1-3 December, 2025. Citrus Waskaduwa, Sri Lanka. 

 

The Learning Lab will be a space for practitioners of Outcome Mapping and Outcome Harvesting and other participatory, learning-oriented and methods. Through sharing our experiences and case studies, we will explore how combining well known and emerging approaches can lead to more meaningful, rigorous insights into systems-change processes. We will also reflect on how to foster meaningful participation and learning in MEL practice. 

 

Why focus on bricolage of participatory, learning-oriented MEL for systems-change?

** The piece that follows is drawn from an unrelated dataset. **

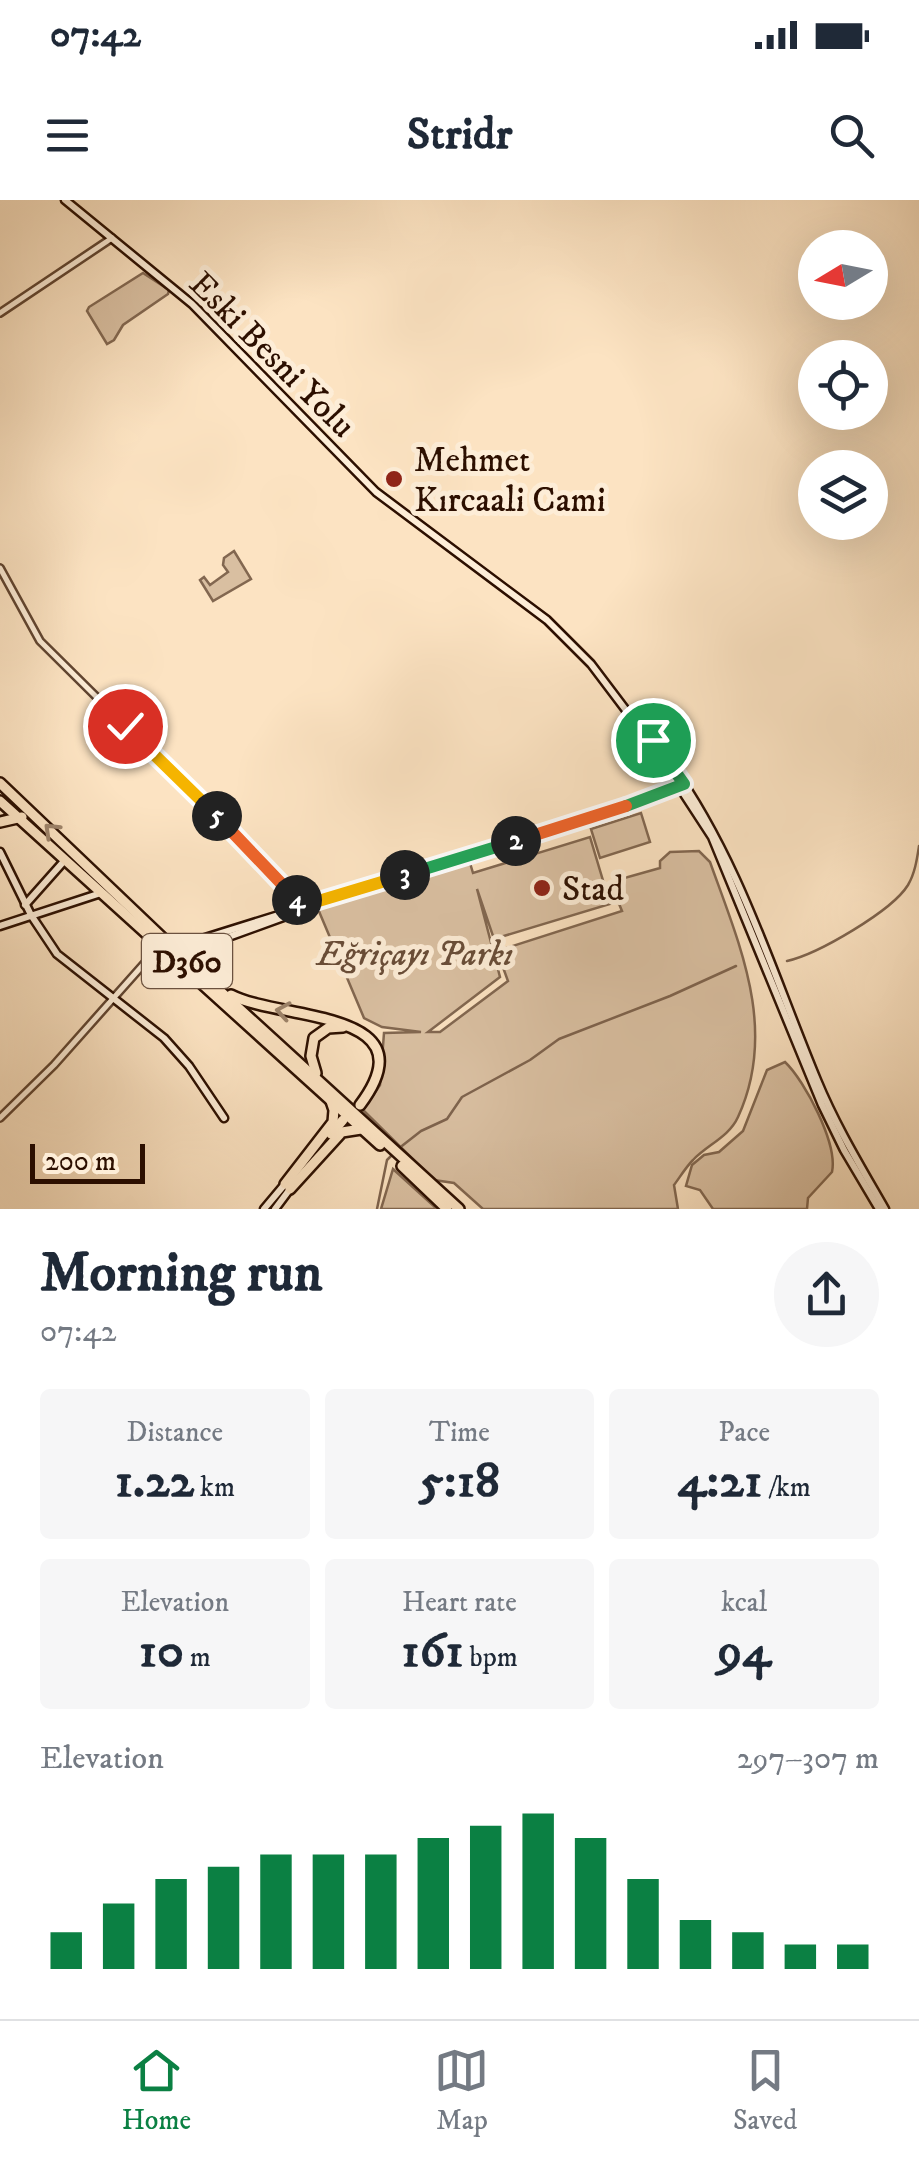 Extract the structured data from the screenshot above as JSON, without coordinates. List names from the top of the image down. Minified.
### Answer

  • Growing enthusiasm for approaches to MEL that can help us grapple with complexity, requires moving debates and practice beyond the selection of single method options.

  • Making sense of the methodological landscape: the context for each MEL application informs which methodological blends are appropriate, yet the number of potential methods to draw on is vast.

  • Each method has its strengths, and limitations, such as needing to monitor change beyond the sphere of influence when OM is your primary method, or when you need to monitor attitude change when OH is your primary method.

  • Various methods have differing views on causality and knowing. Some may be complementary, others not. How can we make sense of the options?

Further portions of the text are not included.